Items listed in a dataset
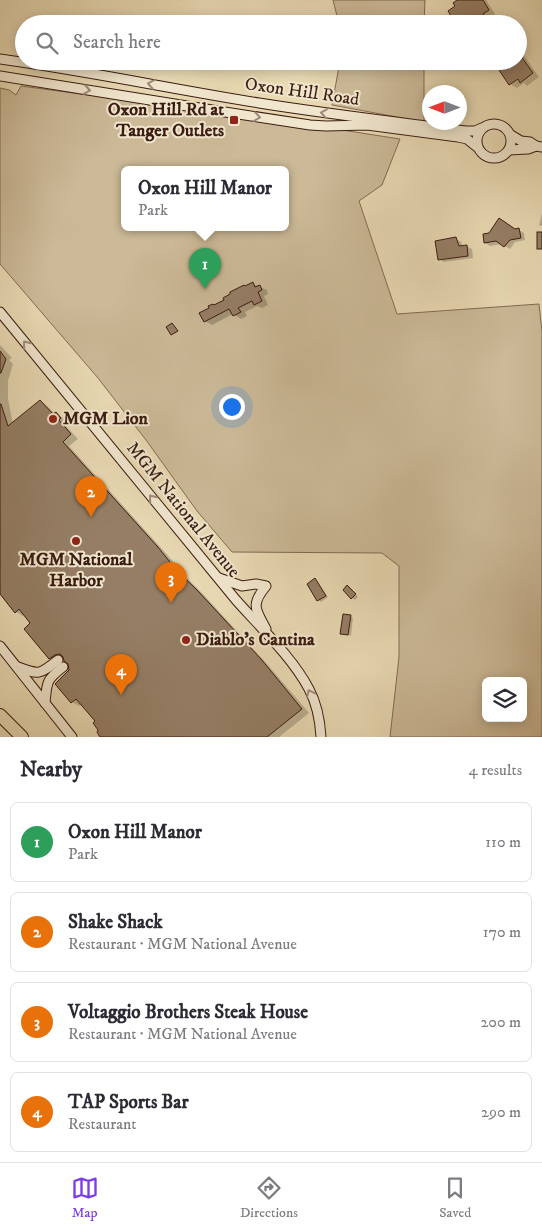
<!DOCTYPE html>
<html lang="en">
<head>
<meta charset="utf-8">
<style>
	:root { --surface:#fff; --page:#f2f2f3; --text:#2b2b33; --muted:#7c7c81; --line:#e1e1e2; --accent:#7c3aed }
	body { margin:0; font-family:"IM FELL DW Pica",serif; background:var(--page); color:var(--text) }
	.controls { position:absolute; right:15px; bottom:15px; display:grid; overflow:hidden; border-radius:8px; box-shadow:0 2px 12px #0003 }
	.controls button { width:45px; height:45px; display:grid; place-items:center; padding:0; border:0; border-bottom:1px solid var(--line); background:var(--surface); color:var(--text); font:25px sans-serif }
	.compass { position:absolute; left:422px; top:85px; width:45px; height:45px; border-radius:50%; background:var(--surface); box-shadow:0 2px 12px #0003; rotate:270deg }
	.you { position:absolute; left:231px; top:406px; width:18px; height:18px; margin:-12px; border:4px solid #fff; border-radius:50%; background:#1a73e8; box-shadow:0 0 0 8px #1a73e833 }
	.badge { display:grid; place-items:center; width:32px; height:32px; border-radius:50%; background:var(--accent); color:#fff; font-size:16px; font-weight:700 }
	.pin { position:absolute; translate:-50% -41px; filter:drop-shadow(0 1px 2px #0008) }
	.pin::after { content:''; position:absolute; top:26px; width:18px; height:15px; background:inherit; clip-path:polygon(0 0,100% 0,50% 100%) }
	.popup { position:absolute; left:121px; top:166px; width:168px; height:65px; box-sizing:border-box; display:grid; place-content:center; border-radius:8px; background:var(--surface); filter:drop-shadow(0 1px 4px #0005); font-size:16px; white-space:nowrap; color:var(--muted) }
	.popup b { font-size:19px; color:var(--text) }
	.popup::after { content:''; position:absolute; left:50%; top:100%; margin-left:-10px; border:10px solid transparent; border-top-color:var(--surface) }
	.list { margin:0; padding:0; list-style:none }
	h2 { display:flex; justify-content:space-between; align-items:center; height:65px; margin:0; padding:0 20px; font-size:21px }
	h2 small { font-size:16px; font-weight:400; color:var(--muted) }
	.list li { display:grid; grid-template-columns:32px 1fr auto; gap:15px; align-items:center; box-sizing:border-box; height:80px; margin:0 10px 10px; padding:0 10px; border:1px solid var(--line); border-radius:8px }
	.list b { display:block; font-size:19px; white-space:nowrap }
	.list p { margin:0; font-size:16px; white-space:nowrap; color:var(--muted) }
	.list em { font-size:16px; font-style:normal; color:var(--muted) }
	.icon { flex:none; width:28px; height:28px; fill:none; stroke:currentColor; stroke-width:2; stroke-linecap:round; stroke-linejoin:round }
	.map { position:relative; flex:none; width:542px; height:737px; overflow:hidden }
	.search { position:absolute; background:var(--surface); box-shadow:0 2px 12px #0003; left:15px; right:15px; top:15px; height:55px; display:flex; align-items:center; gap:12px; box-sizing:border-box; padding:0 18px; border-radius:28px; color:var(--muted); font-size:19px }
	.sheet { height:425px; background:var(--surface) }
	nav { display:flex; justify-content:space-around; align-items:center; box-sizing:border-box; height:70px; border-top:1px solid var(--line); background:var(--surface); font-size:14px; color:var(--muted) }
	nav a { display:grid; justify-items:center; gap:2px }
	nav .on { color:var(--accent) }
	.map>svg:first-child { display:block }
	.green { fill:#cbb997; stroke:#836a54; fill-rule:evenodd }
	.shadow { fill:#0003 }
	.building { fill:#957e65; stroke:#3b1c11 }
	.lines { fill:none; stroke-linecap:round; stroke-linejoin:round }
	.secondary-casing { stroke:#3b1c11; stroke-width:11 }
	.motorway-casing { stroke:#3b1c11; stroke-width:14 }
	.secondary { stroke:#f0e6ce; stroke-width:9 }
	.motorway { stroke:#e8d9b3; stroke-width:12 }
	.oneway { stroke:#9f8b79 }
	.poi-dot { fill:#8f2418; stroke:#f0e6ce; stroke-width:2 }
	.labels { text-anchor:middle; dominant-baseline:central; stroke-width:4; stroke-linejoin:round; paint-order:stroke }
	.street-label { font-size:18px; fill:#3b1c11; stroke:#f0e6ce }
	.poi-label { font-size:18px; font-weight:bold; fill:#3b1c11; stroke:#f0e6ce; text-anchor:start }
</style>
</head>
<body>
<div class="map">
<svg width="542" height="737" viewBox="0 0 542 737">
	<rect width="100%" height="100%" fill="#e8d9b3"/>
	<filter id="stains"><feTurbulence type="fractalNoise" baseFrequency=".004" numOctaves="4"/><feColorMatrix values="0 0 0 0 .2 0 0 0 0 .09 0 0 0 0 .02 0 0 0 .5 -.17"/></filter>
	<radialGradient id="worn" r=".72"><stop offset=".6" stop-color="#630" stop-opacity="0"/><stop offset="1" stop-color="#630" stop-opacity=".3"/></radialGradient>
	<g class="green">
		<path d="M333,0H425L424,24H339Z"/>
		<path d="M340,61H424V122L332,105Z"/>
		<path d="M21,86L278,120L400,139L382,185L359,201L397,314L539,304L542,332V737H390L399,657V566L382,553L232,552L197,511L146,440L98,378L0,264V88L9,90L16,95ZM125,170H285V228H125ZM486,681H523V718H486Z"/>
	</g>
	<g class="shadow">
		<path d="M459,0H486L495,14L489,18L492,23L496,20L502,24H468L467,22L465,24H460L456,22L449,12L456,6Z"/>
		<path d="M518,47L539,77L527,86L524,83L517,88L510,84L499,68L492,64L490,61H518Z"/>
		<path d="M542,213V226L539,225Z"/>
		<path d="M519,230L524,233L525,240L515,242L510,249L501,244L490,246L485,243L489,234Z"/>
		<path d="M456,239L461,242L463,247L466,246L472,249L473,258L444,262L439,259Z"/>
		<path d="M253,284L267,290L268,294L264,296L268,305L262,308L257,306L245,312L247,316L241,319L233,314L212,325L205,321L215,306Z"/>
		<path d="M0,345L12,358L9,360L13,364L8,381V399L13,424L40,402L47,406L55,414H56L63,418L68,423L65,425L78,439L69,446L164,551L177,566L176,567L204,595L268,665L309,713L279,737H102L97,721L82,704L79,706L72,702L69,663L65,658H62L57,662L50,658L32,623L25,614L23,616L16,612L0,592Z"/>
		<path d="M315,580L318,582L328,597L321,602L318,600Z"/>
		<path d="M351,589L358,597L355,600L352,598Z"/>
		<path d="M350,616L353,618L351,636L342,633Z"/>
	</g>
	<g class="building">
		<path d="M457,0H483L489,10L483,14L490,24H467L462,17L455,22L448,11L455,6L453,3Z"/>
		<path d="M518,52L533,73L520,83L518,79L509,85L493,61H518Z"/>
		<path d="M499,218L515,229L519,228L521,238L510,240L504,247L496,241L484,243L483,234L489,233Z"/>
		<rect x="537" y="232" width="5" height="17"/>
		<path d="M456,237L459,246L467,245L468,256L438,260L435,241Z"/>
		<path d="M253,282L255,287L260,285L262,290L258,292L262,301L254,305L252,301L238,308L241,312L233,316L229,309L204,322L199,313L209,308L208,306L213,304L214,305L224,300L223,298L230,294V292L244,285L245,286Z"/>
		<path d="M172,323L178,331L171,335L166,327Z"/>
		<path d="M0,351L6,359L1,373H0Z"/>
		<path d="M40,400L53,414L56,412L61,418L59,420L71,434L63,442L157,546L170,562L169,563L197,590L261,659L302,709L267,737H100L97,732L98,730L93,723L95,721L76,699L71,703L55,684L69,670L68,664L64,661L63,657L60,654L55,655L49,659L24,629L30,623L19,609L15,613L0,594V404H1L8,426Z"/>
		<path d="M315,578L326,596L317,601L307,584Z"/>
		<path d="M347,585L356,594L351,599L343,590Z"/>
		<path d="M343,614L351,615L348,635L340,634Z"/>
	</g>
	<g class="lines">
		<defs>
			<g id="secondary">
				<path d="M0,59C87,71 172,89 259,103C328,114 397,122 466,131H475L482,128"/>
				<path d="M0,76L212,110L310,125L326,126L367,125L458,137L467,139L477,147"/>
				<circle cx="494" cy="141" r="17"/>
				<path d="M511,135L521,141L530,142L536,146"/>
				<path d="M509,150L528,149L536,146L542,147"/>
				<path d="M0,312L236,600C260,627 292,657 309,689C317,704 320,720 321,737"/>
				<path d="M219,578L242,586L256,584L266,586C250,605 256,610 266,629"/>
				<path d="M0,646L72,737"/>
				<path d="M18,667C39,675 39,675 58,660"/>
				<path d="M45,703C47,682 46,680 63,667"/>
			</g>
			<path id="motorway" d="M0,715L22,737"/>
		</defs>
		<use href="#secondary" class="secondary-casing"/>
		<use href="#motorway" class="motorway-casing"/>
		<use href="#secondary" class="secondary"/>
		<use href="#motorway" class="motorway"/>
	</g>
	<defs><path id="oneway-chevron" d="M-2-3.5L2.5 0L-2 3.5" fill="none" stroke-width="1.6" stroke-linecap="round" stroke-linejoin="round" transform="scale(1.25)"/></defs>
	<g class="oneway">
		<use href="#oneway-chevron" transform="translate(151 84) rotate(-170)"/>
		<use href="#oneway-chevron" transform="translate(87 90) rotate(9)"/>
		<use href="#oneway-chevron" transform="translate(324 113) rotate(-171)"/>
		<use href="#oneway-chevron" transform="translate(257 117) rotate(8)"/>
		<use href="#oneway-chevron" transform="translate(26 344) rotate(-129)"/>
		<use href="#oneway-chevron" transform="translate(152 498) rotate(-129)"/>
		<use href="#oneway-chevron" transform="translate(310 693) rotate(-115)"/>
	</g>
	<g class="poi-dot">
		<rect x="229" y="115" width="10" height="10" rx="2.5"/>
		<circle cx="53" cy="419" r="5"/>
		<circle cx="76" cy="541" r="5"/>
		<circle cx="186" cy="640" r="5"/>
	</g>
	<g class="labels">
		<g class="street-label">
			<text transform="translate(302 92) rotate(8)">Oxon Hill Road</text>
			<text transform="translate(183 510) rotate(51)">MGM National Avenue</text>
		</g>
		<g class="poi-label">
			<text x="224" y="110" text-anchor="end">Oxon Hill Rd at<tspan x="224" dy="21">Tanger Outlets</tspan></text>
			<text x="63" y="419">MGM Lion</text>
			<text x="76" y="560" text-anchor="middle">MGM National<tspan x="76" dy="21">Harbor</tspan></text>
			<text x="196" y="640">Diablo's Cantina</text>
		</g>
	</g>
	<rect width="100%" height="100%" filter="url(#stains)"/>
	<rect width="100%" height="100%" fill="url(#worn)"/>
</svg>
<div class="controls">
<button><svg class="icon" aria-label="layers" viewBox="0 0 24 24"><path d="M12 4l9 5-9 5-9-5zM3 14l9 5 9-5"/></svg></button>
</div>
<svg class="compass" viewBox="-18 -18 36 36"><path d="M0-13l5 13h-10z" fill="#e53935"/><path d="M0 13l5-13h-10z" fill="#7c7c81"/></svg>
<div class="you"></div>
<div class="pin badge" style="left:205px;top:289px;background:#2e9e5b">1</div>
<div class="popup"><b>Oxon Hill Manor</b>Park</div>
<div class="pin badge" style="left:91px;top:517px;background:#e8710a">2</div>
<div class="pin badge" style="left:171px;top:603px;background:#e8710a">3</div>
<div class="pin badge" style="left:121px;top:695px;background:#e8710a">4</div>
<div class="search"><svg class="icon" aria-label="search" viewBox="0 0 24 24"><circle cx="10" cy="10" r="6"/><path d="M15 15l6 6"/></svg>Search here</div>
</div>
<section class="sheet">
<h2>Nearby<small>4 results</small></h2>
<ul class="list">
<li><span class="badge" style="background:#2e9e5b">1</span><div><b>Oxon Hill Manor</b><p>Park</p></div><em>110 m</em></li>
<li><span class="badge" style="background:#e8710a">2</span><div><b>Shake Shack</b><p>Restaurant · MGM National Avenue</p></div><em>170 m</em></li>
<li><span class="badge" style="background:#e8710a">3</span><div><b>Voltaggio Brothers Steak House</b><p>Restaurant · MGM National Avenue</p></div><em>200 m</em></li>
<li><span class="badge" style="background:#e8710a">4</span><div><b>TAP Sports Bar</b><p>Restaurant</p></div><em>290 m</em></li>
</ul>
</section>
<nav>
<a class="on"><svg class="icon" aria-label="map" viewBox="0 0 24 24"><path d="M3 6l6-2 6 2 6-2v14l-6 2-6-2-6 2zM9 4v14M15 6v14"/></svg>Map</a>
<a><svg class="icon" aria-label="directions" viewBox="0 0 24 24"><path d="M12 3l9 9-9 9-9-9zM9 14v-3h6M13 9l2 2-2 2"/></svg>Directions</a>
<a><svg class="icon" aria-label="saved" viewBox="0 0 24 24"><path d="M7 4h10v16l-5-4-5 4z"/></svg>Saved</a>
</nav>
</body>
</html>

# Your objective
Transcribe exactly and only the lines from the top of the records through the line containing "position:absolute; right:15px; bottom:15px;", inclusive, and do not copy the pictures.

# Written response
<!DOCTYPE html>
<html lang="en">
<head>
<meta charset="utf-8">
<style>
	:root { --surface:#fff; --page:#f2f2f3; --text:#2b2b33; --muted:#7c7c81; --line:#e1e1e2; --accent:#7c3aed }
	body { margin:0; font-family:"IM FELL DW Pica",serif; background:var(--page); color:var(--text) }
	.controls { position:absolute; right:15px; bottom:15px; display:grid; overflow:hidden; border-radius:8px; box-shadow:0 2px 12px #0003 }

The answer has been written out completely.